After graduating from Atlanta’s Morehouse College with a degree in broadcast journalism, Riley slowly began to come out to his friends and family, one person at a time, and watched his life “improve exponentially.”
Once out, Riley found his life was less stressful; he no longer needed to live a double life at home and at work. “I also found that being transparent gave those who were and are resistant a chance to see what the life and love looked liked on me,” says Riley. “And since I was someone they loved, some of their own ignorance could melt away, one anecdote at a time.”
Riley wishes the It Gets Better Project was around when he was growing up. “I do a lot of career day speeches all over New York City,” he says, “and that work has informed so much of what I do now. It’s evidence that I’m here to have it be easier for a young person who may not have to stay as closeted as long as I did.”

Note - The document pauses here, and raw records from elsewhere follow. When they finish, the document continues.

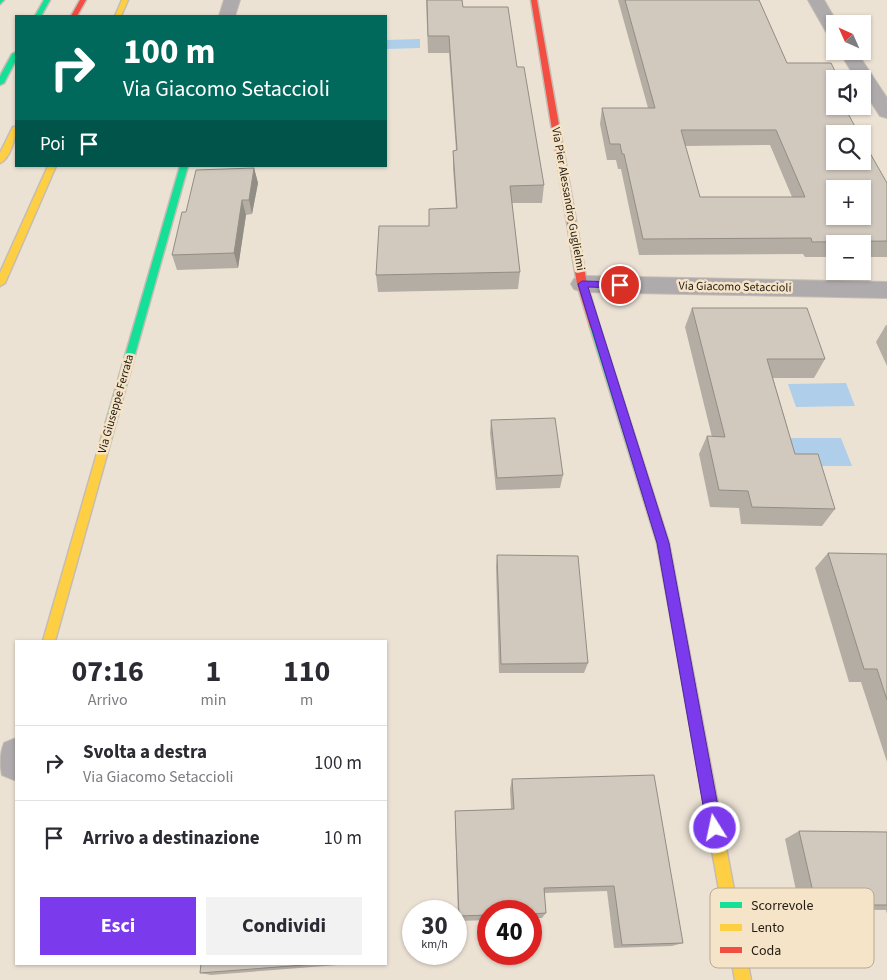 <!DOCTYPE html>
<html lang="it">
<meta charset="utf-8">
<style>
:root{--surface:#fff;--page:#f2f2f3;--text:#2b2b33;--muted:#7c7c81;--line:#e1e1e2;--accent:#7c3aed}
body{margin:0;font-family:"Source Sans 3",sans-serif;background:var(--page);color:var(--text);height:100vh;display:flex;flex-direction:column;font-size:19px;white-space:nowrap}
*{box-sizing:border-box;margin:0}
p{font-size:16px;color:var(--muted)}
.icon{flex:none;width:28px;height:28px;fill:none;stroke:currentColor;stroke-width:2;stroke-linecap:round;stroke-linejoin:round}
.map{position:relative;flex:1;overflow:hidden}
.side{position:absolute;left:15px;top:640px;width:372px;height:325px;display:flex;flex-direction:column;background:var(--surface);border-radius:0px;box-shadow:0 1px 4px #0004}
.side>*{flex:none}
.guide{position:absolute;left:15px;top:15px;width:372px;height:152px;border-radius:0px;box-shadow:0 1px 4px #0004;background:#00695c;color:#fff;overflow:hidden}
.needle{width:32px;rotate:315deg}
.controls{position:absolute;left:826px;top:15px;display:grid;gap:10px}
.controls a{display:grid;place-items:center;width:45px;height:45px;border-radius:0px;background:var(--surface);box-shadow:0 1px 4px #0004;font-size:25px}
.speed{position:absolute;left:402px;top:900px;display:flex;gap:10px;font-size:25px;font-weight:700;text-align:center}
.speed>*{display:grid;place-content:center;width:65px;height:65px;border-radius:50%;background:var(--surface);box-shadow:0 1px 4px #0004;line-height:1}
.speed small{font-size:12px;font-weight:400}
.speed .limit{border:8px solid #d22;background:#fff;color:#111}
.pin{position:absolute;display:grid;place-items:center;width:42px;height:42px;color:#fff;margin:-21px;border:2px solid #fff;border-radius:50%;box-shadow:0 1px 5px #0007}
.me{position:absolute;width:55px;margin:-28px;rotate:350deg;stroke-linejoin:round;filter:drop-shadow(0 0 4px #0008)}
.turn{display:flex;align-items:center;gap:18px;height:105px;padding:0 25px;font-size:22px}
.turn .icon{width:65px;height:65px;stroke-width:2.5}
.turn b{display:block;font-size:35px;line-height:42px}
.then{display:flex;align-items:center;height:48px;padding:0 25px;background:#0003;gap:10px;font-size:19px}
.eta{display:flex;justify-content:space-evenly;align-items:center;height:85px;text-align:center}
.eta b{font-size:30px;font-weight:700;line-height:35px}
.action{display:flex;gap:10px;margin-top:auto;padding:10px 25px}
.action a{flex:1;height:58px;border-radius:0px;background:var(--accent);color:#fff;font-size:20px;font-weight:700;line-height:58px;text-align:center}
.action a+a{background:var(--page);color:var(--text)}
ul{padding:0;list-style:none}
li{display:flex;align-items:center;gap:15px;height:75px;padding:0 25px;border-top:1px solid var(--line)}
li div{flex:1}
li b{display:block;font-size:19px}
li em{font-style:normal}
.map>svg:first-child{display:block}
.water{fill:#aeceea}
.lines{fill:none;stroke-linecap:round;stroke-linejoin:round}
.street-casing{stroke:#c5bdb3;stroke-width:2}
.fast-casing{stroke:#c5bdb3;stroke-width:3}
.slow-casing{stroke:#c5bdb3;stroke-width:3}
.jam-casing{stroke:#c5bdb3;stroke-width:3}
.street{fill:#afabac;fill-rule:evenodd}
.fast{fill:#16e098;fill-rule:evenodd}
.slow{fill:#ffcf43;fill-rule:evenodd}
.jam{fill:#f24e42;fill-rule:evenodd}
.wall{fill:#b4ada3;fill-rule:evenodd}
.shaded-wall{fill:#928d85}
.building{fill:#d1c9be;stroke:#928d85;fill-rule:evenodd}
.route{fill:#7c3aed;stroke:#51269a}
.labels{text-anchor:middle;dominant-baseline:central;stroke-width:5;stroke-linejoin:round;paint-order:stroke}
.street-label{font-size:12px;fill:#211b11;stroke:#f6e4c9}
.key{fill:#f6e4c9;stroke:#b6a892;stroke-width:1}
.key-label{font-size:14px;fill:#211b11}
</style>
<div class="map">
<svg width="887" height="980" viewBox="0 0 887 980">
<rect width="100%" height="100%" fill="#ece2d4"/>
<!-- water -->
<path class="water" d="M420,39V48L386,49V40Z
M846,383L855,406L796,407L788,384Z
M782,438H841L852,466H791Z"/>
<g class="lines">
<!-- street casing -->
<g class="street-casing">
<path id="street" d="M224,0H240L235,16H219Z
M808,0H824L838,24H835V38L829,37Z
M839,51H856L887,98V118L880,116L862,88V79H856Z
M582,276L887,282V298L582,292L574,289L571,284L574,279Z
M16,738V779L14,780L2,775C0,765 0,753 4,743Z"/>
</g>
<!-- fast casing -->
<g class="fast-casing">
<path id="fast" d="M0,0H4L0,4Z
M44,0H50L41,16H35Z
M16,52V60L4,83L0,85V76L12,54Z
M180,166H188L116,422L111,426L106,422Z
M595,324L600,327L669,543L683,619L681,623L677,625L673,623L671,619L657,543L590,327Z"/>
</g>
<!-- slow casing -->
<g class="slow-casing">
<path id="slow" d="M122,0H128L121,16H115Z
M13,127H16C16,137 10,159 0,163V153Z
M48,166H56L5,283L0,286V273Z
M111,418L116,422L55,641H43L106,422Z
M677,613L681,615L683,619L751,980H735L671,619L673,615Z"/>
</g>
<!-- jam casing -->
<g class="jam-casing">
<path id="jam" d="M80,0H86L77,16H71Z
M531,0H537L587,284L600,327L595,330L590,327L577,284Z"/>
</g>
<!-- street -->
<use href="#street" class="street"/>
<!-- fast -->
<use href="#fast" class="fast"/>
<!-- slow -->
<use href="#slow" class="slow"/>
<!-- jam -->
<use href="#jam" class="jam"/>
</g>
<!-- wall -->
<path class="wall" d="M426,0H462L463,7L517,67L544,185L542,203H512L520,272L518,289L378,292L376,275L429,226L456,208L453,168V151L456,150L449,53H428Z
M618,0H759L787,63L835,106L887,183V257H862V244H835V257H805L803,254L639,255L621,169H618L616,160H607L600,124L602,108H648ZM770,145L792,197H700L685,146Z
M254,168L258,183L252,214L246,215L238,268L177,270L172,255Z
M692,308L825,359L814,378H773L795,454L835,509L822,526L741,524L739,508L710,507L699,454L707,436L712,437L685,327Z
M886,325H887V366L876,342Z
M491,420L563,475L560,488L496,490L490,433Z
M828,553L887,554V762L861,682H849L815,568Z
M497,555L588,663L584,673H499L496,567Z
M512,779L683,943L672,946L614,948L607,891L544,893L546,913L542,918H531V911H489V920L458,921L455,819V811L511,809L510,789Z
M799,831L887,832V914L886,910L800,909L785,839Z
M201,964H338V965L211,975L200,973Z"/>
<!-- shaded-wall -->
<path class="shaded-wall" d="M254,168L258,183L252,214L249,200Z
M242,200L246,215L238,268L234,253Z"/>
<!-- building -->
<path class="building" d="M427,0H462L463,7H508L517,67H524L544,185L510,186L520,272L376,275L379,226H429V209L457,208L453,151L457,150L449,36H428Z
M625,0H759L787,63H831L839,79H835V106H844L859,134H835V161H862V139L887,183V241L812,242L811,238L643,239L624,154H622L620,144H610L602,108H655ZM681,130H776L805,197H700ZM835,189H862V216H835Z
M254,168L249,200H242L234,253L172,255L182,212H186L196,170Z
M692,308H807L825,359H767L795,454H818L835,509L752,507L748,491L719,490L707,436L725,437Z
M555,418L563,475L497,478L491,420Z
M828,553L887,554V700L877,669H864Z
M497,555L578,556L588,663L501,664Z
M654,775L683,943L622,945L614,886L544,888L546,913L531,914V911H489V915L459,916L455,811L514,809L512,779Z
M799,831L887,832V905H816Z
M201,964H317L200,973Z"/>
<!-- route -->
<path class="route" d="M582,281L620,282L625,285L620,288L588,287L669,543L722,828L720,833L715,835L710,833L707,828L657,543L578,284Z"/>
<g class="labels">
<!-- street labels -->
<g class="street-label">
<text transform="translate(568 199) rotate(80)">Via Pier Alessandro Guglielmi</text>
<text transform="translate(735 287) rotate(1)">Via Giacomo Setaccioli</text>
<text transform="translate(116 404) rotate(-74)">Via Giuseppe Ferrata</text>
</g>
</g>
<!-- legend -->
<rect x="710" y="888" width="164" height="80" rx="8" class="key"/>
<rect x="720" y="902" width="22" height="6" fill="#16e098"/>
<rect x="720" y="924" width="22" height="7" fill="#ffcf43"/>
<rect x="720" y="947" width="22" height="6" fill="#f24e42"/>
<g class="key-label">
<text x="751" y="910">Scorrevole</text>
<text x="751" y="932">Lento</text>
<text x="751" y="955">Coda</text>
</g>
</svg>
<div class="controls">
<a><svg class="needle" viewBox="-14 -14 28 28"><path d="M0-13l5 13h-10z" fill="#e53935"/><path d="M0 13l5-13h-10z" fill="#7c7c81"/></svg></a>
<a><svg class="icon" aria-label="sound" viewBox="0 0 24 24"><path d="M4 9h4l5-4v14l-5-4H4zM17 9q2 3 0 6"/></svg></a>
<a><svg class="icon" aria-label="search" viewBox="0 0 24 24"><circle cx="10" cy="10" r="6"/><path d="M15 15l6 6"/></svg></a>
<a>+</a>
<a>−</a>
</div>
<div class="speed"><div>30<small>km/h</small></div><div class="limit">40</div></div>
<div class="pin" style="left:620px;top:285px;background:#d93025"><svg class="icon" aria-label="arrive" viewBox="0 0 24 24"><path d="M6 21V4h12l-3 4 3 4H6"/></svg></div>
<svg class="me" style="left:715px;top:828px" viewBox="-20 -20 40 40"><circle r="17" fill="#7c3aed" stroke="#fff" stroke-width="3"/><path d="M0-11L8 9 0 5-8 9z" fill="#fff"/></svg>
<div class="guide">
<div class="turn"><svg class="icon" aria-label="right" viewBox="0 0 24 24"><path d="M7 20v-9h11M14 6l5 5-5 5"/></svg><div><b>100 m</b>Via Giacomo Setaccioli</div></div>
<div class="then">Poi<svg class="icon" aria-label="arrive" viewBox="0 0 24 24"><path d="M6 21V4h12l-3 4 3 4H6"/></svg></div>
</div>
<section class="side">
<div class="eta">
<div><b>07:16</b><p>Arrivo</p></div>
<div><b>1</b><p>min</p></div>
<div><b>110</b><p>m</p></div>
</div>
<ul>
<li><svg class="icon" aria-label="right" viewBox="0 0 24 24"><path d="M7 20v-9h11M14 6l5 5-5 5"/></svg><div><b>Svolta a destra</b><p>Via Giacomo Setaccioli</p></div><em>100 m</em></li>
<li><svg class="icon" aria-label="arrive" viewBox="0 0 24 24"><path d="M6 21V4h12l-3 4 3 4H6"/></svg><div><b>Arrivo a destinazione</b></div><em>10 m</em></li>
</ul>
<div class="action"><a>Esci</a><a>Condividi</a></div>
</section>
</div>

Riley’s message to teens today: “More and more people are understanding and that we should each be allowed to be who we are and what we are and to love who we love. So, even though we must still be mindful that hate and ignorance still exist, the debt on the struggle is soon to be paid.”
Riley was thrilled to win tickets to the OUT100 awards event from the Wells Fargo / It Gets Better contest. “I think the OUT100 represents the same level of power or influence that any other great list does,” he says. “It informs those on the inside and the outside what the pulse of a movement is in that window of time — whether a year or a decade. And because of that powerful message, I wanted to be a part of that movement.”
After attending OUT100, Riley says things are in fact getting better for LGBT people. Aside from advances in marriage equality, Riley also sees gay people as authorities in a variety of fields, from government to science and even sports. Even though more public figures are coming out every year, Riley thinks we should “embrace and respect the individual time that it takes each person to do so. Hearts are healing, one truth at a time.”